To do: When the word "tools" shows up in a line of the records below, copy that line.

Available data:

☆ ☆ ☆

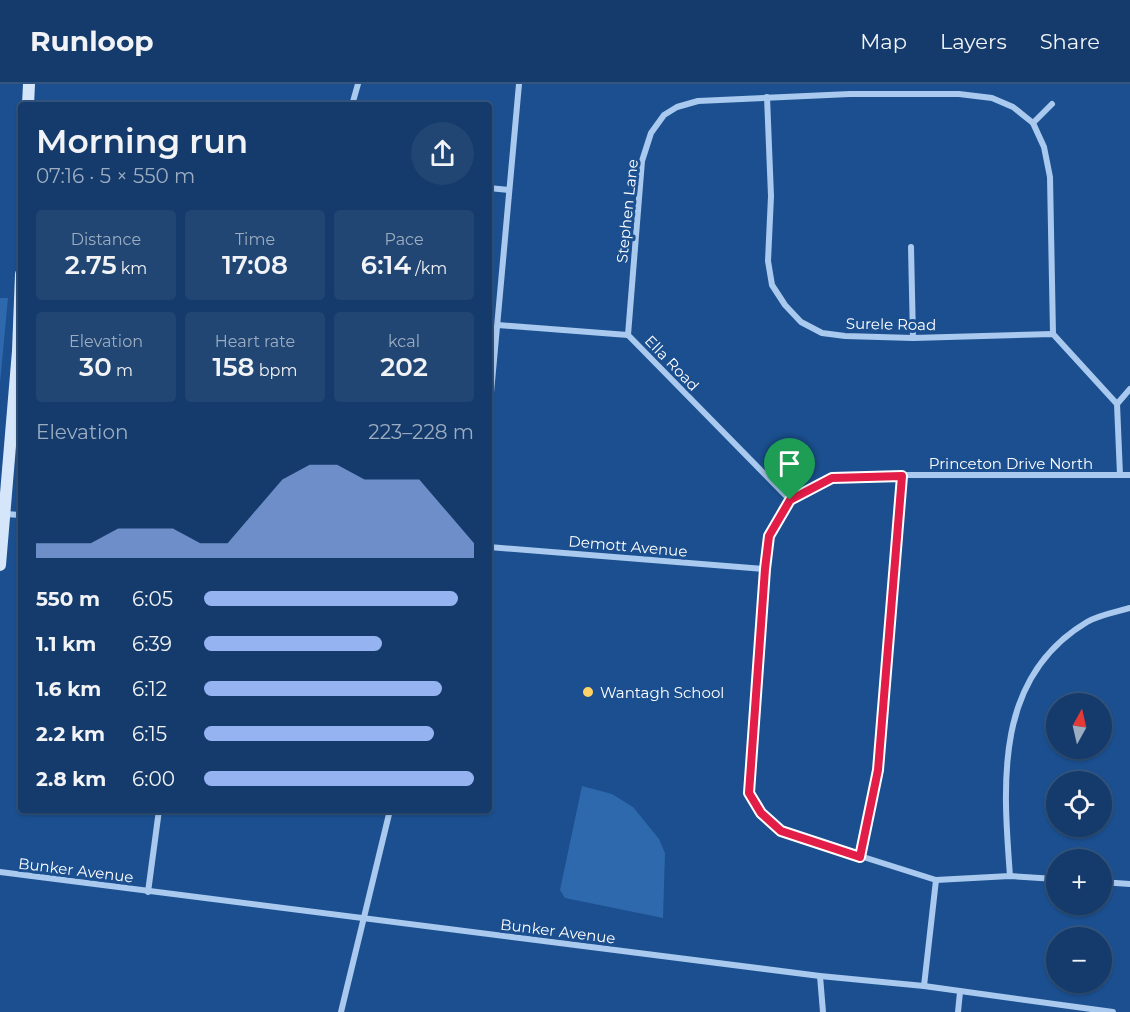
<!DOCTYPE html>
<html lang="en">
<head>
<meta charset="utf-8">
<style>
  :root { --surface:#143b6b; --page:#214673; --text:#f1f3f6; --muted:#9dadc1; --line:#33557e; --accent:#95b2f1 }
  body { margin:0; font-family:Montserrat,sans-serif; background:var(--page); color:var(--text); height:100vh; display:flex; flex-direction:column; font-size:22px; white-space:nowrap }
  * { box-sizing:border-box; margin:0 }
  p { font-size:20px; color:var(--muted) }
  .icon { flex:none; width:33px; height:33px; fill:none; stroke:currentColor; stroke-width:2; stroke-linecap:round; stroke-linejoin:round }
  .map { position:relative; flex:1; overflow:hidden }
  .panel { position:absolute; left:18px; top:18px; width:474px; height:711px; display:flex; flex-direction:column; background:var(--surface); border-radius:6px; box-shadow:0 2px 4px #0004,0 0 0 2px var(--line) }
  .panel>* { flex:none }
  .needle { width:39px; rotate:8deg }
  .tools { position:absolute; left:1046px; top:609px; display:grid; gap:12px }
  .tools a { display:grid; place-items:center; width:66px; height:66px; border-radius:50%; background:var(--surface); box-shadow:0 2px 4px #0004,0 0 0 2px var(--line); font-size:30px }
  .pin { position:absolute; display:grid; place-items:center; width:51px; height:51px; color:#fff; margin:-62px -26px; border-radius:50% 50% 50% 0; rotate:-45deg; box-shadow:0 0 6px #0007 }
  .pin .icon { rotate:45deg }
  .round { display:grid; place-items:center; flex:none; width:63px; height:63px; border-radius:32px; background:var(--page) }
  .summary { display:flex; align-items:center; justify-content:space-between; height:102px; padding:0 18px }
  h1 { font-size:33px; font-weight:600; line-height:45px }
  .stats { display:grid; grid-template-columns:repeat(3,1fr); gap:9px; height:102px; padding:6px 18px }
  .stats div { display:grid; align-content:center; border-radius:6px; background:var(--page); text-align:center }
  .stats b { font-size:26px; font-weight:600 }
  .stats small { font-size:16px; font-weight:400 }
  .stats p { font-size:16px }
  .chart { height:168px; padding:12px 18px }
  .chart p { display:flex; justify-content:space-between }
  .chart svg { width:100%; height:108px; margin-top:6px; fill:var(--accent); opacity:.7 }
  ul { padding:0 18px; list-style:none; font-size:20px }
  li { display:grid; grid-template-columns:96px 72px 1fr; align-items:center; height:45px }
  li i { height:15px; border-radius:8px; background:var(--accent) }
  header { display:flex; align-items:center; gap:36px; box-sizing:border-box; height:84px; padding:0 30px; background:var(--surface); border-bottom:2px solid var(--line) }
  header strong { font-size:28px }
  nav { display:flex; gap:33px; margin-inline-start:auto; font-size:21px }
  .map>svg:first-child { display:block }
  .green { fill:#2e69ad }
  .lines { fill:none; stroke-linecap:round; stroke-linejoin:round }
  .street { stroke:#a9c9ee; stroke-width:6 }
  .secondary { stroke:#d6e6fa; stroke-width:12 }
  .route-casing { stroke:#fff; stroke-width:12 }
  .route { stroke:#e11d48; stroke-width:8 }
  .poi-dot { fill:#ffd166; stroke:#1b4f8f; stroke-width:2 }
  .labels { text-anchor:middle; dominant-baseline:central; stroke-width:6; stroke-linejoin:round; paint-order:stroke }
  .street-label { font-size:15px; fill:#fff; stroke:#1b4f8f }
  .poi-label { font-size:15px; fill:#fff; stroke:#1b4f8f; text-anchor:start }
</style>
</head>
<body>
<header>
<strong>Runloop</strong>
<nav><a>Map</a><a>Layers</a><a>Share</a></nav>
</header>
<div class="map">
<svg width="1130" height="928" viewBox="0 0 1130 928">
  <rect width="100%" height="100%" fill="#1b4f8f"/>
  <g class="green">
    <path d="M0 214H8L0 299Z"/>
    <path d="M582 702 612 710 633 723 659 755 665 769 663 834 565 814 560 806Z"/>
  </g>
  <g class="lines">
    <g class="street">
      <path d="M767 13 771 112 768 177 772 201 785 221 801 238 822 249 845 252 913 254 1053 250 1117 320 1120 391"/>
      <path d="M352 21 358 0"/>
      <path d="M1033 39 1052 20"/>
      <path d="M489 104 509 106"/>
      <path d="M911 163 913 254"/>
      <path d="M498 241 628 251 790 416"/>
      <path d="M628 251 642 77 651 49 664 31 677 23 698 17 850 10H959L992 14 1013 23 1033 39 1044 63 1050 93 1053 250"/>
      <path d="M1117 320 1130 305"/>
      <path d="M489 331 519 0"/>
      <path d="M790 416 769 452 765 485 749 709 761 729 781 747 936 796 1010 792 1056 795"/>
      <path d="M790 416 832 394 902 391H1130"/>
      <path d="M5 430 21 431"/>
      <path d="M489 463 765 485"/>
      <path d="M860 773 878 686 902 391"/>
      <path d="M0 788 820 892 924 902 1113 928"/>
      <path d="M1010 792C1003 699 994 593 1087 538 1099 531 1116 528 1130 524"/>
      <path d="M1101 798 1130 800"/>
      <path d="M148 808 159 726"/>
      <path d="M820 892 823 928"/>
      <path d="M924 902 936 796"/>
      <path d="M341 928 390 726"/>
      <path d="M958 928 960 908"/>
    </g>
    <g class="secondary">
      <path d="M28 21 29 0"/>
      <path d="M0 481 18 267 21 190"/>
    </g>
  </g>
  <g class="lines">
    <g class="route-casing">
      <path id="route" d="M902 392 878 686 860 773 781 747 761 729 749 709 765 485 769 452 790 416 832 394Z"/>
    </g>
    <use href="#route" class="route"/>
  </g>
  <circle class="poi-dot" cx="588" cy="608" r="6"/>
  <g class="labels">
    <g class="street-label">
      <text transform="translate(627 127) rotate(-84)">Stephen Lane</text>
      <text transform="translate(891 240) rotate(1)">Surele Road</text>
      <text transform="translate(672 279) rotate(46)">Ella Road</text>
      <text x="1011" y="379">Princeton Drive North</text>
      <text transform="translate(628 462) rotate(5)">Demott Avenue</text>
      <text transform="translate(76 786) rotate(7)">Bunker Avenue</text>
      <text transform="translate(558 847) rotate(7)">Bunker Avenue</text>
    </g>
    <g class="poi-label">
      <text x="600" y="608">Wantagh School</text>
    </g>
  </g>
</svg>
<div class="tools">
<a><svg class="needle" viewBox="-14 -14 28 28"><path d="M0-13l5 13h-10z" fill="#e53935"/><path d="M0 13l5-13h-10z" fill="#9dadc1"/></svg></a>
<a><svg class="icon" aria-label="locate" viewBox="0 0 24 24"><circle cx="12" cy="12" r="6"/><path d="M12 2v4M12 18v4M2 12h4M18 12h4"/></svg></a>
<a>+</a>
<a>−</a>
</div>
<div class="pin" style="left:790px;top:416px;background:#1e9e55"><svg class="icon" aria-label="arrive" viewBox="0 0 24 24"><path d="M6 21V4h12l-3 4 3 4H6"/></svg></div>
<section class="panel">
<div class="summary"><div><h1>Morning run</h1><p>07:16 · 5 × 550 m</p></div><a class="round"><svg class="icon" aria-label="share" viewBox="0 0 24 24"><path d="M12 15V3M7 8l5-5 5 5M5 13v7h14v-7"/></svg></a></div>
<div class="stats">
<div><p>Distance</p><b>2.75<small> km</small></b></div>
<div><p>Time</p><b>17:08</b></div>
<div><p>Pace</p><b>6:14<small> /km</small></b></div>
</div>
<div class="stats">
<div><p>Elevation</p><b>30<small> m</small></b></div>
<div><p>Heart rate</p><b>158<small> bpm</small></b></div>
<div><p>kcal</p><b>202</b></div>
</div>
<div class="chart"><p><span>Elevation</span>223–228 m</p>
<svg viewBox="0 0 160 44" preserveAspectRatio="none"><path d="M0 44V38L10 38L20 38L30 32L40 32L50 32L60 38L70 38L80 25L90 12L100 6L110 6L120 12L130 12L140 12L150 25L160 38V44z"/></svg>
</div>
<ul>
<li><b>550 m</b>6:05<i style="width:94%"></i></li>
<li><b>1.1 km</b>6:39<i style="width:66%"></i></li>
<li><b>1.6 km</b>6:12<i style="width:88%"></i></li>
<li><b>2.2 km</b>6:15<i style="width:85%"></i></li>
<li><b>2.8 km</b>6:00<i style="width:100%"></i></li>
</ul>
</section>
</div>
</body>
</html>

☆ ☆ ☆

Answer to this problem:
  .tools { position:absolute; left:1046px; top:609px; display:grid; gap:12px }
  .tools a { display:grid; place-items:center; width:66px; height:66px; border-radius:50%; background:var(--surface); box-shadow:0 2px 4px #0004,0 0 0 2px var(--line); font-size:30px }
<div class="tools">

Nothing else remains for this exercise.